The ‘criminalise the buyer, decriminalise the seller’ ethos in the Act shows ambitions within the recent Irish legislation to follow ‘the Nordic model’ of sex work legislation. The Nordic model aims to decriminalise the sex worker and prosecute the buyer in order to ‘protect the worker’, by making it increasingly difficult for people to purchase sexual services, therefore decreasing demand.
“There is still a somewhat evident grey area as far as how protected sex workers are by the new legislation”
Benson sees the law as focusing on equality: “it’s about recognising the intrinsic exploitation of prostitution, that [people who are] in prostitution are overwhelmingly women and girls… the ones who maybe have no support system, who are vulnerable through the care system, who don’t have other people looking out for them, who don’t have educational opportunities”.
Critics of the Nordic Model, such as the Sex Workers Alliance Ireland (SWAI) and TDs such as Brid Smith, claim the legislative model makes those working within the sex trade “more at risk”. Smith proposed a now-defeated amendment to the Act on February 1st, arguing that “the reporting of violence, aggression and attacks has decreased among sex workers because they find complaints they make to the police often result in their being more harassed. There is no evidence that the criminalisation of the purchaser reduces the discrimination, stigma and violence experienced by sex workers. In reality, the Nordic model has increased the danger for sex workers”.

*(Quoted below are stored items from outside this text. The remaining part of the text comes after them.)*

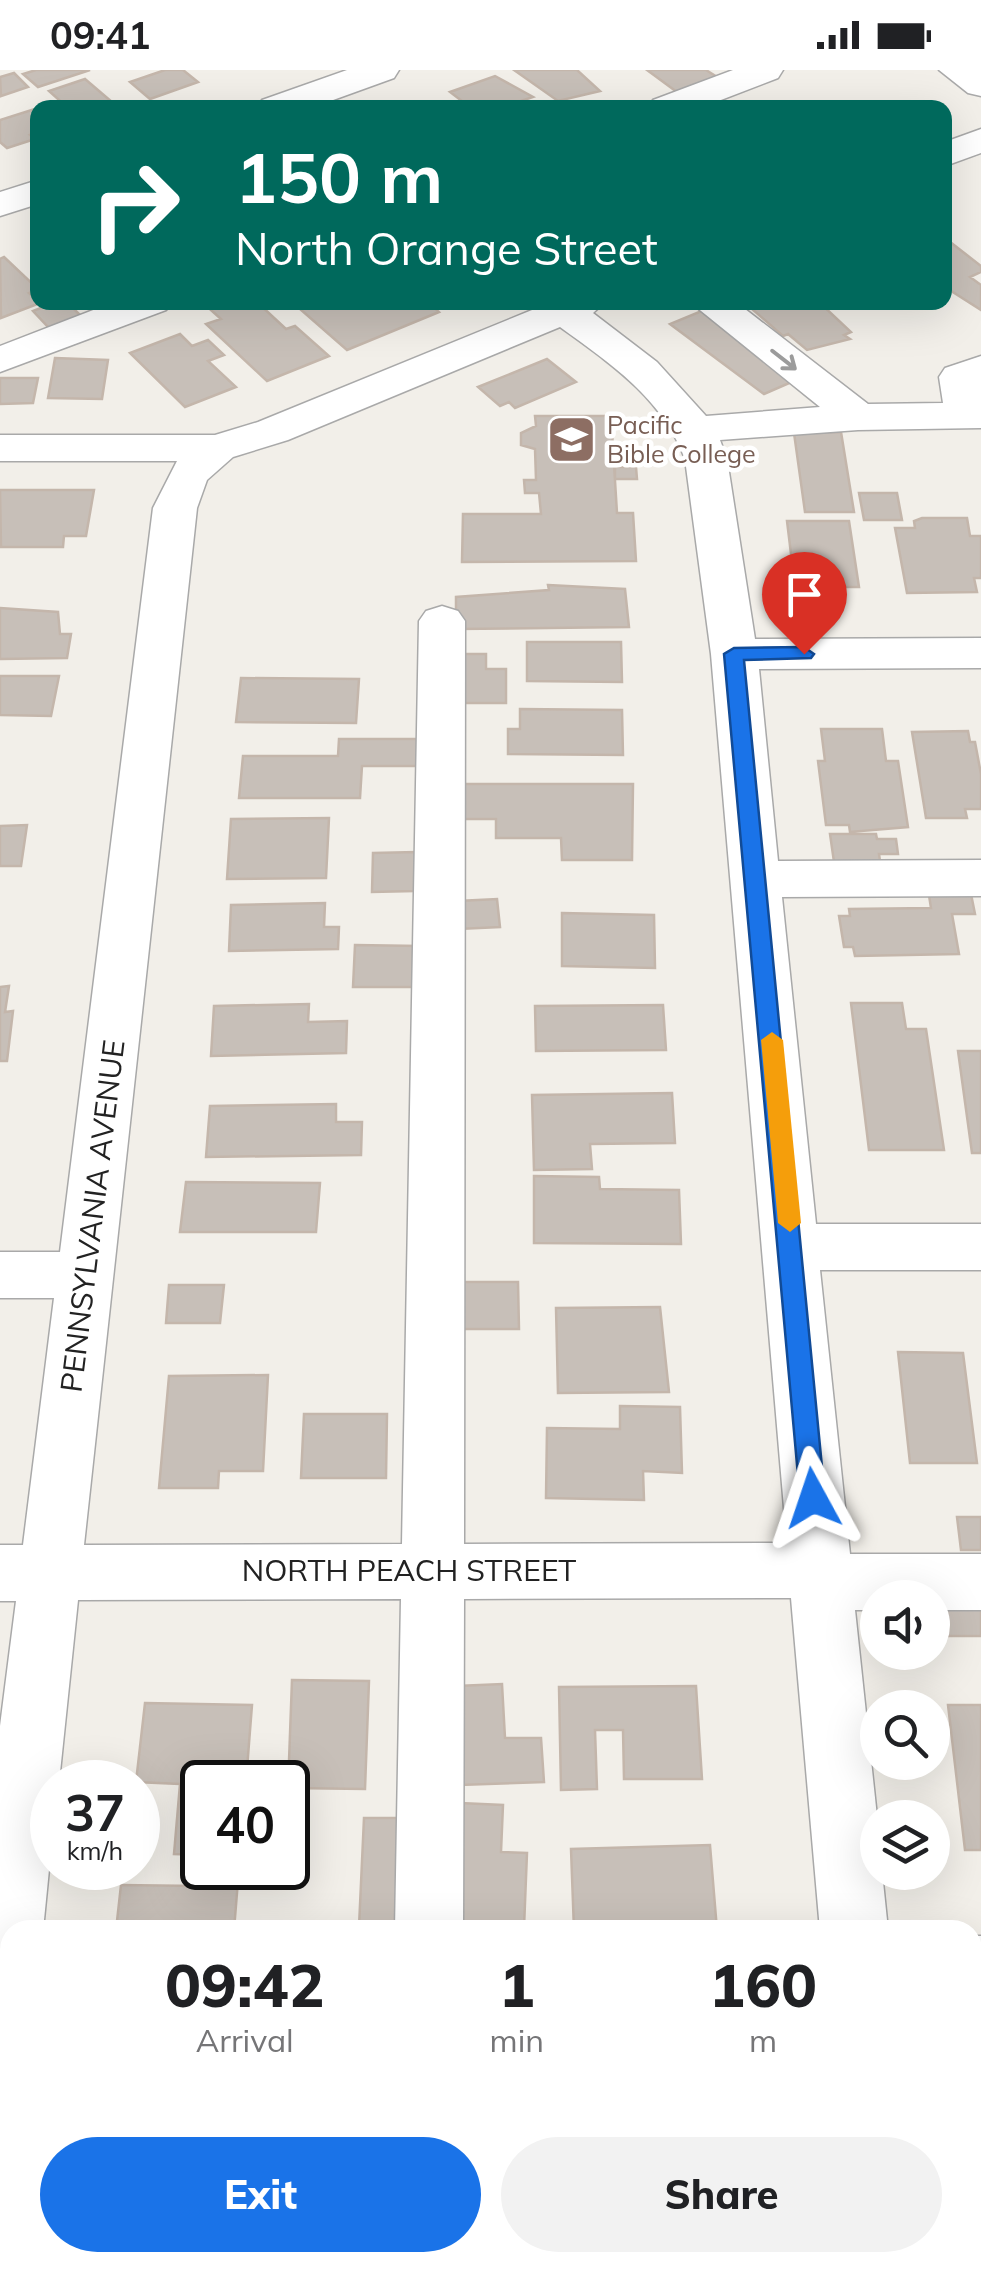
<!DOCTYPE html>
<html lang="en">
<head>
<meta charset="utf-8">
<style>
	body { margin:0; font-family:Mulish,sans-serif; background:#f2f2f2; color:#202124; height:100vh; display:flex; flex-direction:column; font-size:38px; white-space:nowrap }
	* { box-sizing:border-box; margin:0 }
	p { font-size:32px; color:#757577 }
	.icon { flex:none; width:55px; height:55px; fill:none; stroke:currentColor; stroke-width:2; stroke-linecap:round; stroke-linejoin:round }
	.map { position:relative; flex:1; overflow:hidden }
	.panel { position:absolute; left:0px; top:1850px; width:982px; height:352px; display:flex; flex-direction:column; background:#fff; border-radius:30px 30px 0 0; box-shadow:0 10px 40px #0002 }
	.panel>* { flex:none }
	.banner { position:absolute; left:30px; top:30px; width:922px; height:210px; border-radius:20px; box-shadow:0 10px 40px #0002; background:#00695c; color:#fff; overflow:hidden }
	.tools { position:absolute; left:860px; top:1510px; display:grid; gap:20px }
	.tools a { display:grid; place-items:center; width:90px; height:90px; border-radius:50%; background:#fff; box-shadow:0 10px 40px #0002; font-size:50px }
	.speed { position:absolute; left:30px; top:1690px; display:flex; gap:20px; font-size:50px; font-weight:700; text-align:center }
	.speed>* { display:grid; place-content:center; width:130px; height:130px; border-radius:50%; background:#fff; box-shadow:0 10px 40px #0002; line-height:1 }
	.speed small { font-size:25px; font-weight:400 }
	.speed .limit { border:5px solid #111; border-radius:15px; background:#fff; color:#111 }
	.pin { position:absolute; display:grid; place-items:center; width:85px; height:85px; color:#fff; margin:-102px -42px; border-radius:50% 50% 50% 0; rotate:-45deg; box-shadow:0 0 10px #0007 }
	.pin .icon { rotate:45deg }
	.me { position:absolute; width:110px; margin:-55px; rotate:355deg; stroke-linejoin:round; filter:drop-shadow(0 0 8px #0008) }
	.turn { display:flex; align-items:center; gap:35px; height:210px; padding:0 40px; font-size:45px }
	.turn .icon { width:130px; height:130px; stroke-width:2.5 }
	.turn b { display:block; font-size:70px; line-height:85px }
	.eta { display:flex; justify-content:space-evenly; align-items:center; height:170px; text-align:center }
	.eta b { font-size:60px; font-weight:800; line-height:70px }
	.button { display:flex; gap:20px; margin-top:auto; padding:20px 40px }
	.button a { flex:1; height:115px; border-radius:60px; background:#1a73e8; color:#fff; font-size:40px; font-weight:800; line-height:115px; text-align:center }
	.button a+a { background:#f2f2f2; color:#202124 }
	.status { display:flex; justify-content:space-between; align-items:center; height:70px; padding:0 50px; background:#fff; direction:ltr }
	.status svg { height:28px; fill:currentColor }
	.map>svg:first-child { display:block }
	.building { fill:#c7bfb8; stroke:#c4b6ab; stroke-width:2.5 }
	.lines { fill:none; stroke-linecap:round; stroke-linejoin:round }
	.minor-casing { stroke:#a9a9a9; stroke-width:3 }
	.minor { fill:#fff; fill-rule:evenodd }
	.oneway { stroke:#9c9c9c }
	.route { fill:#1a73e8; stroke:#114b97; stroke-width:2.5 }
	.slow { fill:#f59e0b }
	.labels { text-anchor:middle; stroke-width:9; stroke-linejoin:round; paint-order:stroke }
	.far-education-label { font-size:25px; fill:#785e54; stroke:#fff; text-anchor:start }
	.street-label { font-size:30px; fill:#222; stroke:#fff }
</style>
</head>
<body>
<div class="status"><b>09:41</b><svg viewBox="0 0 49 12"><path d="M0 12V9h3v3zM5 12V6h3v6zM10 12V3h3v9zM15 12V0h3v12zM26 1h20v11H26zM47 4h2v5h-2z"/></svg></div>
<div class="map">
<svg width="981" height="2201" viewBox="0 0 981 2201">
	<rect width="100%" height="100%" fill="#f2efe9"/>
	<path class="building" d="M36,0H90L38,17L23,4Z
		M165,0H183L198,12L150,29L130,12Z
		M514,0H577L600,21L558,31Z
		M647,0H706L717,7L677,22Z
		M14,3L28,17L1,26L0,7Z
		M495,6L533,27L515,33L521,38H471L450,22Z
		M85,9L119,38H68L49,21Z
		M38,38V62L30,65L35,69L7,78L0,72V50Z
		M945,168L981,196V202L970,207L981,215V240L945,217Z
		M4,187L38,219L29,223L40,233L1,248L0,189Z
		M56,232H67L81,246L49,258L33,241Z
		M202,232H257L286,259L295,256L329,286L267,311L206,254L221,249Z
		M292,232H361L367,238L380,232H428L439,242L347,280Z
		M744,232H819L851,262L844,265L850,269L807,280L788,264L783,266Z
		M709,238L801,308L764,324L670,254Z
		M180,264L192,276L208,270L224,285L208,291L236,317L185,337L130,283Z
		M55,288L108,290L102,329L48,328Z
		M547,289L576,312L515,338L509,332L500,336L478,317Z
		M0,308H38L33,333L0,334Z
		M535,346H611L617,443H633L636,491L462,492L463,444H541L539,423H525L524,410H536L535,379L521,375V363L536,356Z
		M841,362L854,442H805L794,363Z
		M615,397H636L637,409H615Z
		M0,420H94L86,466H64L63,477H1Z
		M859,423H897L902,450H864Z
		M922,448H967L970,466H981V508H974L977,522L907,523L895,458H915L914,451Z
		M787,451H849L859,517H795Z
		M548,515L625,519L629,557L456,559V527L549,520Z
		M0,538L58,542L60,564H71L67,588L0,589Z
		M527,572H621L622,612L527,611Z
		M463,584H486V599H506V633H462Z
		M0,606H59L51,646L0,645Z
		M241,608L359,609L356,653L236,652Z
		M520,639L622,640L623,685L508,684V659H520Z
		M821,659H882L886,691H898L908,757L850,762L849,755H826L818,691H825Z
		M968,661L970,672H975L981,704V739H965L967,748H926L912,662Z
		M339,669H421L420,696H362L360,728H239L243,686H338Z
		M461,714H633L632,790H562L561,768H496V749H460Z
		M329,748L326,808L227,809L231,749Z
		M27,755L21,796H0V756Z
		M830,764H876L877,769H896L898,784H879L880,791L834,792Z
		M416,782L415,821L372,822L373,783Z
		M928,819H970L975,844H952L959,884L855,886L853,877H844L839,846H850L849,839L931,838Z
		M497,829L500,857L459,859L458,831Z
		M325,833L324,857H339L338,879L229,881L231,835Z
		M562,843L654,845L655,898L562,896Z
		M355,875L420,876L419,917H353Z
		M9,916L5,942L13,941L7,991H0V917Z
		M851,933H902L906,959H926L944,1080H869Z
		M309,934L308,952L347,951L346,983L211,986L214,936Z
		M663,935L666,980L536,981L535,936Z
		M958,981H981V1083H972Z
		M672,1023L675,1073L590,1074L592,1099L534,1100L532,1025Z
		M336,1034V1052H362L361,1085L206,1087L210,1036Z
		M534,1106L599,1107L600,1119L679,1120L681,1174L534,1173Z
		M186,1112L320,1113L316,1162H180Z
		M462,1212H518L519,1259H463Z
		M169,1215H224L220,1253H166Z
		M660,1237L669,1322L558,1323L556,1238Z
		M898,1282L963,1283L977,1393H910Z
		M268,1305L263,1401H219L218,1418H159L169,1306Z
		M620,1336L680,1337L682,1403L643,1401L644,1430L546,1428L547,1358L620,1359Z
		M304,1344H387L386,1408H301Z
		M957,1447H981V1480H961Z
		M940,1528H981V1566H945Z
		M292,1610L369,1611L365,1719L288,1718Z
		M502,1614L505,1668H541L544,1712L460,1715L457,1616Z
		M696,1616L702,1709H624L623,1660H595L597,1719L561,1720L559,1617Z
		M145,1633L252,1635L246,1712H202V1798H239L234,1860H116L121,1815L198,1816L202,1785L174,1784L180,1714L136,1712Z
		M948,1635H981V1780H965Z
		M460,1733L503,1735L501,1782L527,1783L524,1858L455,1856Z
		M364,1748H405L403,1857H359Z
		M710,1775L717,1860H574L571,1779Z
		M110,2192H241V2201H110Z
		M535,2192H734L735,2201H535Z"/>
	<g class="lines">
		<defs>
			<path id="minor" d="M347,0H399L394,8L311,38H257L262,30Z
				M733,0H783L778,8L700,38H648L653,30Z
				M939,0H981V26L968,23Z
				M981,59V83L945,96V72Z
				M38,110V134L0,146V122Z
				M114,232H172L166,240L0,302V276Z
				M533,232H605L593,243L657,292L706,346L820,337L690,232H736L868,334L943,333L939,307L945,298L981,286V358L858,360L720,370L727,389L755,569L981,568V598L759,599L778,791L981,790V826L782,827L816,1154H981V1200H820L850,1484H981V1540H932V1528H878V1540H855L878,1756V1802H882L888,1860H820L791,1528L464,1529L463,1860H395L401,1529L78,1530L59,1712H52V1769L43,1860H10V1963L0,1967V1656L16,1531H0V1475H23L54,1228H0V1182H60L153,438L177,391H0V365H215L258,352L537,238ZM560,257C611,294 662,328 685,389L711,584L787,1473L464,1474L465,551L458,541L442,536L426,541L419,551L402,1474L84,1475L197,438L207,410L233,387L288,370Z
				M972,1866H981V1934H972Z
				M389,2192H463V2201H389Z
				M849,2192H923L924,2201H850Z"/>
		</defs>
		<use href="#minor" class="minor-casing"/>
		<use href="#minor" class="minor"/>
	</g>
	<defs><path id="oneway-shaft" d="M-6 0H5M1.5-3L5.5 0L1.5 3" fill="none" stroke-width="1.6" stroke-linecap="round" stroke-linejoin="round" transform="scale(2.5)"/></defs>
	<use class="oneway" href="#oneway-shaft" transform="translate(784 290) rotate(38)"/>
	<path class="route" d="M804,577L814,584L811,588L744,590L825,1428L813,1439L800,1428L724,584L734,578Z"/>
	<path class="slow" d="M772,962L783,970L801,1153L790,1162L778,1153L761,970Z"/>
	<defs>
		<symbol id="university-square" viewBox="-11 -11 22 22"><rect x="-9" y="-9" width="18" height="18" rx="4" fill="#8d6e63" stroke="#fff"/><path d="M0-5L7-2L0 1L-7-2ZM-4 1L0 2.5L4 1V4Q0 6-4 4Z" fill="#fff"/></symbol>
	</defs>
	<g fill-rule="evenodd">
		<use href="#university-square" x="544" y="342" width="55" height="55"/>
	</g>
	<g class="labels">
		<g class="far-education-label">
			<text x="607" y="364">Pacific<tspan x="607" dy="29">Bible College</tspan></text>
		</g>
		<g class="street-label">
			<text transform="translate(93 1146) rotate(-83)" y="10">PENNSYLVANIA AVENUE</text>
			<text x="409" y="1511">NORTH PEACH STREET</text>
		</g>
	</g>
</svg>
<div class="tools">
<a><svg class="icon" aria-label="sound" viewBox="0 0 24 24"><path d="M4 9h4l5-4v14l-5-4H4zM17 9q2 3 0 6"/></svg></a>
<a><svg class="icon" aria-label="search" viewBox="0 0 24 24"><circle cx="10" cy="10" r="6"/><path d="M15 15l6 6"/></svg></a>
<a><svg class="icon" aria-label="layers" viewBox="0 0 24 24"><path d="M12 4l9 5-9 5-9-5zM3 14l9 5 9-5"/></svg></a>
</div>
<div class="speed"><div>37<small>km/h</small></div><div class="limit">40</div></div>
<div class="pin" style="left:804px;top:584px;background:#d93025"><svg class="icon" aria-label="arrive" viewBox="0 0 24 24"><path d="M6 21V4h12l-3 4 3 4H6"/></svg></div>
<svg class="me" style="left:813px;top:1428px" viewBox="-20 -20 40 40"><path d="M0-17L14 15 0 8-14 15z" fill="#1a73e8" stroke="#fff" stroke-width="4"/></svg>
<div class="banner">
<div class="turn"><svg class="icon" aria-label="right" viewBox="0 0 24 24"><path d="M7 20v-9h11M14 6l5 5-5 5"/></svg><div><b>150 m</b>North Orange Street</div></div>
</div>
<section class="panel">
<div class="eta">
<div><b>09:42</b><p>Arrival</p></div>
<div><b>1</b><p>min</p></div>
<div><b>160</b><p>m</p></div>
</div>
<div class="button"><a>Exit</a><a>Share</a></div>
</section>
</div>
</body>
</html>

There is still a somewhat evident grey area as far as how protected sex workers are by the new legislation. A controversial ‘public order’ clause added to the initial 2015 Act retained that loitering for the purposes of selling sexual services was illegal, whilst the Act aimed to decriminalise the sex workers themselves.
This created a paradoxical law where Gardaí cannot arrest someone for prostituting themselves, but can ‘move along’ someone suspected of soliciting. Minister Fitzgerald initially defended the inclusion of the rule during the Dáil debates of the Act, saying “Gardaí will still have the power to move persons offering sexual services on from a public place, when necessary”.
Benson says of the public order Act: “when the public order thing came up, we would have not only met with the Tánaiste about it, but we also [have] met with the Gardaí at the highest level to argue the point that this was a pointless legislative burden to put on the person [involved in] prostitution, and they accepted it.”
It was later removed by the Department of Justice during the committee stages of the Act. Benson remarks that the clause had “contradicted the initial spirit of the law, so I’m very pleased to tell you that that’s gone”.
The issue of the now-removed public order, in addition to the legislation’s supposed parallels to the Nordic Model, has seemingly done little to placate its critics. An official statement by the SWAI on the passing of the Act (released on their Facebook page) described the Government’s push on criminalising the purchase of sexual services “a thinly veiled moral crusade”.
They further condemn the Act’s criminalisation of purchasing sex for the effects it may have on, and lack of alternative options for, “the migrants, trans people, single parents and others who turn to sex work in order to survive”. They further added that “the Tánaiste’s act contains absolutely no provisions to create viable alternatives to working in the industry: it is an empty gesture which will cause harm to the most marginalised in society”.
With such different opinions on the act, it is still unclear how it will actually impact sex workers in Ireland.